------ DATASET CONTENT

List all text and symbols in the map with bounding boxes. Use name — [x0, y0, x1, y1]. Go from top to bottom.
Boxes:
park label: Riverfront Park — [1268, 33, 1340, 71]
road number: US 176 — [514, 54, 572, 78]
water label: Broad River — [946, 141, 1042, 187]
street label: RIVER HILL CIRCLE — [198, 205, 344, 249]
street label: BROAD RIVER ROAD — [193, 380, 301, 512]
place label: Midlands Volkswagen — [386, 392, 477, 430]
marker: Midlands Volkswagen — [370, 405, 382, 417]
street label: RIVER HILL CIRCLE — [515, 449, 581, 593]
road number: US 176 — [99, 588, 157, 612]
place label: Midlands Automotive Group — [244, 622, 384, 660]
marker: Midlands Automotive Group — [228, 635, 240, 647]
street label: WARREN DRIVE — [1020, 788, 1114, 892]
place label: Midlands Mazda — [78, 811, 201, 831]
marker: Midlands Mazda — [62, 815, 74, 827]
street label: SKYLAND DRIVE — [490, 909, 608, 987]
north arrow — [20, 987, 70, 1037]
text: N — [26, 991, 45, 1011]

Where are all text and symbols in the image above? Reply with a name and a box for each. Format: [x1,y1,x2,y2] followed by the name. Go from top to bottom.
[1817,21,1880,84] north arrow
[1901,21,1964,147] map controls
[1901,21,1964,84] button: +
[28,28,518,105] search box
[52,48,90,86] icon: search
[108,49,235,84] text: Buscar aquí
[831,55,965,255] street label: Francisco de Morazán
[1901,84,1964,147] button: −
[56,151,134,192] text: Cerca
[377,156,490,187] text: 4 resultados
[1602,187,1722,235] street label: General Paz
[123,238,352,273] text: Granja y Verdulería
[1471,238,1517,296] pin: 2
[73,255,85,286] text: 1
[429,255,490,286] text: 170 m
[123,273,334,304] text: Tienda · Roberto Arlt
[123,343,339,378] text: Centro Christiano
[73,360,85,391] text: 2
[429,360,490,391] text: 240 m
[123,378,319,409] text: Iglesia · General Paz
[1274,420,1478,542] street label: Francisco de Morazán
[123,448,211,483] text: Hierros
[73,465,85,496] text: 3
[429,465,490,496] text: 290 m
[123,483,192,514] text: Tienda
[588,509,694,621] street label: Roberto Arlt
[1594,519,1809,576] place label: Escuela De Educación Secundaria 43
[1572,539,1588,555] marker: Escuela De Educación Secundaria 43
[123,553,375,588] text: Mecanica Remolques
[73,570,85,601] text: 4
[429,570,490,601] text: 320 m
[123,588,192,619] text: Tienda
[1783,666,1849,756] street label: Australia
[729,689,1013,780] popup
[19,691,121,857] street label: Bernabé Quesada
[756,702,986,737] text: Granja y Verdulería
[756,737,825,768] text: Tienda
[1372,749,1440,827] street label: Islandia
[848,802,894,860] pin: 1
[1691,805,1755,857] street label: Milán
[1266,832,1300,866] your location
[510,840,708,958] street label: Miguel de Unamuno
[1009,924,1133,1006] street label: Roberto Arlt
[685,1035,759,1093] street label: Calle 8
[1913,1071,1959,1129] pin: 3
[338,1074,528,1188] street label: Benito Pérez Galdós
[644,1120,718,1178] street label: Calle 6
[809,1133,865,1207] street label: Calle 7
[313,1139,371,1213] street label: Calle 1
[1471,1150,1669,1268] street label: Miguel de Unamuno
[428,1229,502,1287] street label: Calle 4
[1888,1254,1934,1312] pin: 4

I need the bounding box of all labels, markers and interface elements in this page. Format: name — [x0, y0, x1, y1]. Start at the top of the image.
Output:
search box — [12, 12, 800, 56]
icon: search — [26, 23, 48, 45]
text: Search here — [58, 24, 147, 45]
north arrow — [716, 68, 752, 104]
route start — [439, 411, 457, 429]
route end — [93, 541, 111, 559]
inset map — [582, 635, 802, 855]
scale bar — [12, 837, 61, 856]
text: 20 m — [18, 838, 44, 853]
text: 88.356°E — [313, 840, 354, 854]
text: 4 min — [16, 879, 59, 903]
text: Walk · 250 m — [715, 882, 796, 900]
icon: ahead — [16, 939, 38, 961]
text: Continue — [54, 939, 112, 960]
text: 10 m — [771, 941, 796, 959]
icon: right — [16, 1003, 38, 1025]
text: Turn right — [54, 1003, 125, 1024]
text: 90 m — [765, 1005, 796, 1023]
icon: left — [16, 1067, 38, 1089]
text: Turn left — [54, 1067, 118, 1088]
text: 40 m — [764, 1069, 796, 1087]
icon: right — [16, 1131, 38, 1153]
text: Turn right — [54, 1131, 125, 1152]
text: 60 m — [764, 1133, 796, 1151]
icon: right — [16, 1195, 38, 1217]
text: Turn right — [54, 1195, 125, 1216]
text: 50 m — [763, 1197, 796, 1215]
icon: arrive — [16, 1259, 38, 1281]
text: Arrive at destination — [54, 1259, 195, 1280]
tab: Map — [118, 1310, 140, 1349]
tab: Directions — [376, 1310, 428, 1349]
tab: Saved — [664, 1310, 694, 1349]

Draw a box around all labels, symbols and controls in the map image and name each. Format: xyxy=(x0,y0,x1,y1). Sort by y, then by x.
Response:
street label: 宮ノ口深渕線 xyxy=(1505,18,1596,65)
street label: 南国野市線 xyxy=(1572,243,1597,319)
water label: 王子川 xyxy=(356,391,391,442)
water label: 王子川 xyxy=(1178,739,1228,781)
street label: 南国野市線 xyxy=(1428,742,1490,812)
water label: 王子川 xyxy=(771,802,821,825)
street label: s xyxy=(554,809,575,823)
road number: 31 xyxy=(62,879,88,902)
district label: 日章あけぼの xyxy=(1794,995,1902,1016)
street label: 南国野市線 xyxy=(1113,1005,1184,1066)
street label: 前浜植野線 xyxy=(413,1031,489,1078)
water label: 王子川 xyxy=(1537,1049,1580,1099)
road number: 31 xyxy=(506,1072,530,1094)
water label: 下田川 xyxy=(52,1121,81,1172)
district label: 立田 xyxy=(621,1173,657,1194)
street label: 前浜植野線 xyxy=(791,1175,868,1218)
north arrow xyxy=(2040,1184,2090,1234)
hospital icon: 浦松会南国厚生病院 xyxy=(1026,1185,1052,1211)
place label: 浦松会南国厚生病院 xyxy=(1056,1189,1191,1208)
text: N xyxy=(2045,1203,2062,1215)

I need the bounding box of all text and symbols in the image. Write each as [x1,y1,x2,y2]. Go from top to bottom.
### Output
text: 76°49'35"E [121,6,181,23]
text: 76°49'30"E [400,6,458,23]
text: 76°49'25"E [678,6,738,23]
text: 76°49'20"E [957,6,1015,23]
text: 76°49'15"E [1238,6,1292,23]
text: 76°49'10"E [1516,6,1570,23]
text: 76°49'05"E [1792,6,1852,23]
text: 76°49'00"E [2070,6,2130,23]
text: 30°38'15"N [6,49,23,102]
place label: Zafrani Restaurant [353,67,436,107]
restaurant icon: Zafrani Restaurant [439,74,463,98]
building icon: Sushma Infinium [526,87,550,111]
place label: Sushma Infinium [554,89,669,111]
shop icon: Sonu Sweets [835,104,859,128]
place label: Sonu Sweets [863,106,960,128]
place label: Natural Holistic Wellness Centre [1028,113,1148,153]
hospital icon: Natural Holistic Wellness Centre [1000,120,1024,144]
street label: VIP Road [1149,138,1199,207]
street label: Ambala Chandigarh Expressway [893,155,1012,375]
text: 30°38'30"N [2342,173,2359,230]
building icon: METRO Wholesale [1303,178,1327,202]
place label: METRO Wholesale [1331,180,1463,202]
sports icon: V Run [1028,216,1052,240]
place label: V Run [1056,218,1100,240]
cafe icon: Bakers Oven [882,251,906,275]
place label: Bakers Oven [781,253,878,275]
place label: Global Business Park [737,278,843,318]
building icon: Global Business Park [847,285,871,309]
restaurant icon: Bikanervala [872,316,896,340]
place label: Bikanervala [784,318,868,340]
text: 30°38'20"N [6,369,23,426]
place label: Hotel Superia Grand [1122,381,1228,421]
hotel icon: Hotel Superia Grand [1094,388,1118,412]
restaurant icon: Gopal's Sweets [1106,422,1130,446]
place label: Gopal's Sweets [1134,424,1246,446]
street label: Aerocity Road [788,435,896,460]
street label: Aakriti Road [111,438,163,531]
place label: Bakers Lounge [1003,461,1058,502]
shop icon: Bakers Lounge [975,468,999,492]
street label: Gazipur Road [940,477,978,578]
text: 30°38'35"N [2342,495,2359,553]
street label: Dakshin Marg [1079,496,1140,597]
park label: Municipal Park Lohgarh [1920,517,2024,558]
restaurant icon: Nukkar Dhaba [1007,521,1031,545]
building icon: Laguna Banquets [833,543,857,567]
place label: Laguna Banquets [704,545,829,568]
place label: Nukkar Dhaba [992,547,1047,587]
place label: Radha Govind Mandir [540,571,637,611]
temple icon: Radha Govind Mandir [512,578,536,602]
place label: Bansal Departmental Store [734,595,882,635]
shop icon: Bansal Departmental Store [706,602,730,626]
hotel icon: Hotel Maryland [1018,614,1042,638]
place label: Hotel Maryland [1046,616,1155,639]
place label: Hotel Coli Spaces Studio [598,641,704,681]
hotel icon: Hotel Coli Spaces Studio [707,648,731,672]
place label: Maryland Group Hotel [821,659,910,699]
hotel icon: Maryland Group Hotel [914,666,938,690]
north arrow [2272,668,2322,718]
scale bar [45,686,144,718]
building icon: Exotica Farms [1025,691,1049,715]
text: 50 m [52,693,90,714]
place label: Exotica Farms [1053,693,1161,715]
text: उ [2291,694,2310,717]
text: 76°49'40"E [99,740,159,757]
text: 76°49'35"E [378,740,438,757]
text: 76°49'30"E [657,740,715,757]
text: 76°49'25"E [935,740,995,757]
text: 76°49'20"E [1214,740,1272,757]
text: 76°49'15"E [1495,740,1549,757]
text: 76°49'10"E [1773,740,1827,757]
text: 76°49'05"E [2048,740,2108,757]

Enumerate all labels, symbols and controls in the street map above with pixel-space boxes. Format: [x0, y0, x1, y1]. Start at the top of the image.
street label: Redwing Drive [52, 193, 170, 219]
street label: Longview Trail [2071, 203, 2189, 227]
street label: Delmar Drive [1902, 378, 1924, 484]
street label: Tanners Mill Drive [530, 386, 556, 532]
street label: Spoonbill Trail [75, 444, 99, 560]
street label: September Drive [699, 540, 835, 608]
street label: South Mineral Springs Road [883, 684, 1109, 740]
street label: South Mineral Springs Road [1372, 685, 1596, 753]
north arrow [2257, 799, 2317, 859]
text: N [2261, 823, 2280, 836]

------------

YOUR GOAL:
Tally the lines of the data that include the word "Store". Reply with the number only.

EXERCISE ANSWER:
2